:: SUPPLIED RECORDS ::
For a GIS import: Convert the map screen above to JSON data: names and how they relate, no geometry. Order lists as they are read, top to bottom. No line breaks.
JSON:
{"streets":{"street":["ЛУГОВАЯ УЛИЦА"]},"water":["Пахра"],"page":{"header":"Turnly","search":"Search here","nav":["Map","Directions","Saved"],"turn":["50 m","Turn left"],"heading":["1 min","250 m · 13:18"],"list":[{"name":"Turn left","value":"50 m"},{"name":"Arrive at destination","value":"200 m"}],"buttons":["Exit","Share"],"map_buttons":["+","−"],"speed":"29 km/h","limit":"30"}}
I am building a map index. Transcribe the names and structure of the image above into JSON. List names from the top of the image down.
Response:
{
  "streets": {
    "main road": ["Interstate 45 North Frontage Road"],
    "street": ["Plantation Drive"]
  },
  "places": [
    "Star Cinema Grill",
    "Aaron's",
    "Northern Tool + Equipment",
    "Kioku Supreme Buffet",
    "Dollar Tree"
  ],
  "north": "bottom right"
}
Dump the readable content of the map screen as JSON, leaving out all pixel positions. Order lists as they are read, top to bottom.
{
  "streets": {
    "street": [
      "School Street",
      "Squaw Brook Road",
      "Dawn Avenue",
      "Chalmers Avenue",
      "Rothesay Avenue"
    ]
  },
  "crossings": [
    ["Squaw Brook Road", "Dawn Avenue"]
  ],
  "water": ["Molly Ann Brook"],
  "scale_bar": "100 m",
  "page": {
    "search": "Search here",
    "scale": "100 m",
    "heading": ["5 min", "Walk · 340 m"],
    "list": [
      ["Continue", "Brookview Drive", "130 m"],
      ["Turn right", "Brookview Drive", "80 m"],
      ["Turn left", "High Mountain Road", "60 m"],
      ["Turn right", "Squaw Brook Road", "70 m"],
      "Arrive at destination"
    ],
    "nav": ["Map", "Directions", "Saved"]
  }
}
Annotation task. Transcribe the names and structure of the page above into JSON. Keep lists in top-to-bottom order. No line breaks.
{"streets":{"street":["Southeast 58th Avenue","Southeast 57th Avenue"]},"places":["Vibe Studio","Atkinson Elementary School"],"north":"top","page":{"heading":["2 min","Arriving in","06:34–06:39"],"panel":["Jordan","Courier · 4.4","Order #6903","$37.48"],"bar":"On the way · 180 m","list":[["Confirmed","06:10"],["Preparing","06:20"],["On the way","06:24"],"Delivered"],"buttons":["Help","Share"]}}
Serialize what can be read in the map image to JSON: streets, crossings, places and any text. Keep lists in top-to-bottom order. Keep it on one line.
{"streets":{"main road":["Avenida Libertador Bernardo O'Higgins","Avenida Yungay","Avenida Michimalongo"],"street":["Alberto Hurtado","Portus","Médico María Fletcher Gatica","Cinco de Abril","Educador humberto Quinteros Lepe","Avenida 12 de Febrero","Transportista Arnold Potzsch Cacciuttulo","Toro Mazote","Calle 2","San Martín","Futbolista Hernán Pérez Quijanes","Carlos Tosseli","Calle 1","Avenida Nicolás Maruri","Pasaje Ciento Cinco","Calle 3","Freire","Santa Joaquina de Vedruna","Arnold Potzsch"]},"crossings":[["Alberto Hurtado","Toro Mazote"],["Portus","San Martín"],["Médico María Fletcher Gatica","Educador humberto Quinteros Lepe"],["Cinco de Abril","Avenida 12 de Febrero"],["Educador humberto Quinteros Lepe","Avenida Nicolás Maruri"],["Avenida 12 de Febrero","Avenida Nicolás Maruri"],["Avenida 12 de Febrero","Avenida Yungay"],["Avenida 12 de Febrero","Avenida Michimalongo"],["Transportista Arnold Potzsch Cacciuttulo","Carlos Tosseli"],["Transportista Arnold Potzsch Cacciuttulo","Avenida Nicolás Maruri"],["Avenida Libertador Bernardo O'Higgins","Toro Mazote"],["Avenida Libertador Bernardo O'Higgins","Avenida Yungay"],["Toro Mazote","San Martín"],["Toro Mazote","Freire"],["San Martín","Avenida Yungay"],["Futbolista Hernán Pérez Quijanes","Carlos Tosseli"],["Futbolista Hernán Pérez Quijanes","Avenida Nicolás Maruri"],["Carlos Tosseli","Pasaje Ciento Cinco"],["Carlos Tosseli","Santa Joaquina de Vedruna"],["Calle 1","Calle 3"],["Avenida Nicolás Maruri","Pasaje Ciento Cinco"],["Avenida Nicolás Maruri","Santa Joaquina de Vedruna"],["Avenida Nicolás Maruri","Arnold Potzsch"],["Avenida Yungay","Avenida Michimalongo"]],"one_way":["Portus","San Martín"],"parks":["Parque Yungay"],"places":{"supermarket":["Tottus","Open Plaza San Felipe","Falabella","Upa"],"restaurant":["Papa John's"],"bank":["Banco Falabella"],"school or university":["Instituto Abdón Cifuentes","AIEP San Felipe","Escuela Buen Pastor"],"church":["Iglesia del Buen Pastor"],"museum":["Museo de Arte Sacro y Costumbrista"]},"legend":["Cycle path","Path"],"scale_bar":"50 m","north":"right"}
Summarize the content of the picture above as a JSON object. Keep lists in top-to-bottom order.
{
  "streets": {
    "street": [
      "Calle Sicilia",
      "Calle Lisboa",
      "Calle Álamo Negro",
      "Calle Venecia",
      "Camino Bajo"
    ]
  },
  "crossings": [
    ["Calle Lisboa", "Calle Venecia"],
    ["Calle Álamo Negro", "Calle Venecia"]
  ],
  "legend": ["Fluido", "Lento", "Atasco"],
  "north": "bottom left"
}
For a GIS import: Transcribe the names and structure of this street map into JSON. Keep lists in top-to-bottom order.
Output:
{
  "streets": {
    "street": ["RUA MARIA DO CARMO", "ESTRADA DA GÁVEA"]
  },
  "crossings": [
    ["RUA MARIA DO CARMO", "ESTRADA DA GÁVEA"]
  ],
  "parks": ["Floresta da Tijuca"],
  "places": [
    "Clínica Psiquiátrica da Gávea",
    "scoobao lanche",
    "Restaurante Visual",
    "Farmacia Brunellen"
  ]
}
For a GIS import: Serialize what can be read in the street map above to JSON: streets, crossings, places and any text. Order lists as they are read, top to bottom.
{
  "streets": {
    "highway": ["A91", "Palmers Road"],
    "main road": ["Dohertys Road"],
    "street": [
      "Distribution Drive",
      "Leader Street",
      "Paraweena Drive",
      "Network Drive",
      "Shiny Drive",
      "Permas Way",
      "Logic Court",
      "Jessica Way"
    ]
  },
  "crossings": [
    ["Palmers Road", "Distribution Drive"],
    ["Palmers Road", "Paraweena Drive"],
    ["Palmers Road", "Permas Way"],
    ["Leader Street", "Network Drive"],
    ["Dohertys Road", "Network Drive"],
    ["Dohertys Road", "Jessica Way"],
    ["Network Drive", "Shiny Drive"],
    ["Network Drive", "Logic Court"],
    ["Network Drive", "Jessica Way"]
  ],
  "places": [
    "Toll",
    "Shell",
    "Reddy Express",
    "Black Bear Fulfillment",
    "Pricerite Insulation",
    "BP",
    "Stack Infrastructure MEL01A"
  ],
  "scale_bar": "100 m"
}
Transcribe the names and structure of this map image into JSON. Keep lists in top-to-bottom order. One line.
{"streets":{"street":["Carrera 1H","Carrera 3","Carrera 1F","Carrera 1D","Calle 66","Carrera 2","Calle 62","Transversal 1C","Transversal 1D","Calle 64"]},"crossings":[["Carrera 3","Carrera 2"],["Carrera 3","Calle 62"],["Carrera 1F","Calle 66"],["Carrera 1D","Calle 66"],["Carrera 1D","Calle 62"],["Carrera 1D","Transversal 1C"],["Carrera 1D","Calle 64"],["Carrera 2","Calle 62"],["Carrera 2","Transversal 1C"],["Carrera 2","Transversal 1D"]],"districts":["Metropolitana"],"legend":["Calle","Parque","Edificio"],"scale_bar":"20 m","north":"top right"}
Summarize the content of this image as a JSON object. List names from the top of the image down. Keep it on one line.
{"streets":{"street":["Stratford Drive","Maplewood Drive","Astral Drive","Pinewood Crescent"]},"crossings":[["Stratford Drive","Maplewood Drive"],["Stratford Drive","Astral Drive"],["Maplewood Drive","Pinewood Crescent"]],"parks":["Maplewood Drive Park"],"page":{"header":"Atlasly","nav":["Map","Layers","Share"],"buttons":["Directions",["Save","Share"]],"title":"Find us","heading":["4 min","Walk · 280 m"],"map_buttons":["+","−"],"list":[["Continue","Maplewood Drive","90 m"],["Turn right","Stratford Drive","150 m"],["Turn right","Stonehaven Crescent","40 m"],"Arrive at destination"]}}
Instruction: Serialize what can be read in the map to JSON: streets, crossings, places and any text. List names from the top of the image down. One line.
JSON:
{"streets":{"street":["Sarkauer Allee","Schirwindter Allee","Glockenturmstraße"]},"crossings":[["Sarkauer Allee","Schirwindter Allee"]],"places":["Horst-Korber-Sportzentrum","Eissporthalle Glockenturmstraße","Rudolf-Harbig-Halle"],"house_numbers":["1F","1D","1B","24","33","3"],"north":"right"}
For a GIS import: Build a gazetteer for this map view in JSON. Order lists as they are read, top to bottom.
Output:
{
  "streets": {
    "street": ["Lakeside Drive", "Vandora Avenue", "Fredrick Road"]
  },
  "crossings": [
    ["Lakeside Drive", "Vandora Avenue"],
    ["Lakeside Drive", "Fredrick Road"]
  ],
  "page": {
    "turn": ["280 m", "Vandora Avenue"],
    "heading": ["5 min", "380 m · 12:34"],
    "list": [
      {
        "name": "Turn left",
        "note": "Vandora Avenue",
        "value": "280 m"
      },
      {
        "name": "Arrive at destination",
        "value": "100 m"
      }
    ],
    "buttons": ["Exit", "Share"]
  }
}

:: WHAT YOU ARE ASKED TO DO ::
From the top of the listing above, restate each line word for word up to and including the line with "I am building"; add nothing else.

:: OUTPUT OF THE EXERCISE ::
For a GIS import: Convert the map screen above to JSON data: names and how they relate, no geometry. Order lists as they are read, top to bottom. No line breaks.
JSON:
{"streets":{"street":["ЛУГОВАЯ УЛИЦА"]},"water":["Пахра"],"page":{"header":"Turnly","search":"Search here","nav":["Map","Directions","Saved"],"turn":["50 m","Turn left"],"heading":["1 min","250 m · 13:18"],"list":[{"name":"Turn left","value":"50 m"},{"name":"Arrive at destination","value":"200 m"}],"buttons":["Exit","Share"],"map_buttons":["+","−"],"speed":"29 km/h","limit":"30"}}
I am building a map index. Transcribe the names and structure of the image above into JSON. List names from the top of the image down.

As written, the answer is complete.